Please restate the entire listing verbatim.

**Data shown**

▶

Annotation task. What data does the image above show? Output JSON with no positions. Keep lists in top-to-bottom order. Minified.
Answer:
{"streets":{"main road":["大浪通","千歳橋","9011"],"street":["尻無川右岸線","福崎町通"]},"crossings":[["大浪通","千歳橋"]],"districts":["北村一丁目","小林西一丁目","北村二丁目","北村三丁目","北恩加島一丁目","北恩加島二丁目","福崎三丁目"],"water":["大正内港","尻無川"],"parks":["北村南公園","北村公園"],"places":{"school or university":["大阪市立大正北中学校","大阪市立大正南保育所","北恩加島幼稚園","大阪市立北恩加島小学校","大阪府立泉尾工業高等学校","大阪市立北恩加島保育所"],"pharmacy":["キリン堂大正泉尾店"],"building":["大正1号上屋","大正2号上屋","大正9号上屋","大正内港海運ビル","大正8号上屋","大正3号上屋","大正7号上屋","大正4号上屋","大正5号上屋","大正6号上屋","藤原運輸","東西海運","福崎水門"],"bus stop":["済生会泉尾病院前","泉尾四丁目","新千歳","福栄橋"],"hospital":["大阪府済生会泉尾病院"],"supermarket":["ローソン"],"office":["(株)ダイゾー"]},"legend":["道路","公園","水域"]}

◀

**Completed exercise**
Annotation task. What data does the image above show? Output JSON with no positions. Keep lists in top-to-bottom order. Minified.
Answer:
{"streets":{"main road":["大浪通","千歳橋","9011"],"street":["尻無川右岸線","福崎町通"]},"crossings":[["大浪通","千歳橋"]],"districts":["北村一丁目","小林西一丁目","北村二丁目","北村三丁目","北恩加島一丁目","北恩加島二丁目","福崎三丁目"],"water":["大正内港","尻無川"],"parks":["北村南公園","北村公園"],"places":{"school or university":["大阪市立大正北中学校","大阪市立大正南保育所","北恩加島幼稚園","大阪市立北恩加島小学校","大阪府立泉尾工業高等学校","大阪市立北恩加島保育所"],"pharmacy":["キリン堂大正泉尾店"],"building":["大正1号上屋","大正2号上屋","大正9号上屋","大正内港海運ビル","大正8号上屋","大正3号上屋","大正7号上屋","大正4号上屋","大正5号上屋","大正6号上屋","藤原運輸","東西海運","福崎水門"],"bus stop":["済生会泉尾病院前","泉尾四丁目","新千歳","福栄橋"],"hospital":["大阪府済生会泉尾病院"],"supermarket":["ローソン"],"office":["(株)ダイゾー"]},"legend":["道路","公園","水域"]}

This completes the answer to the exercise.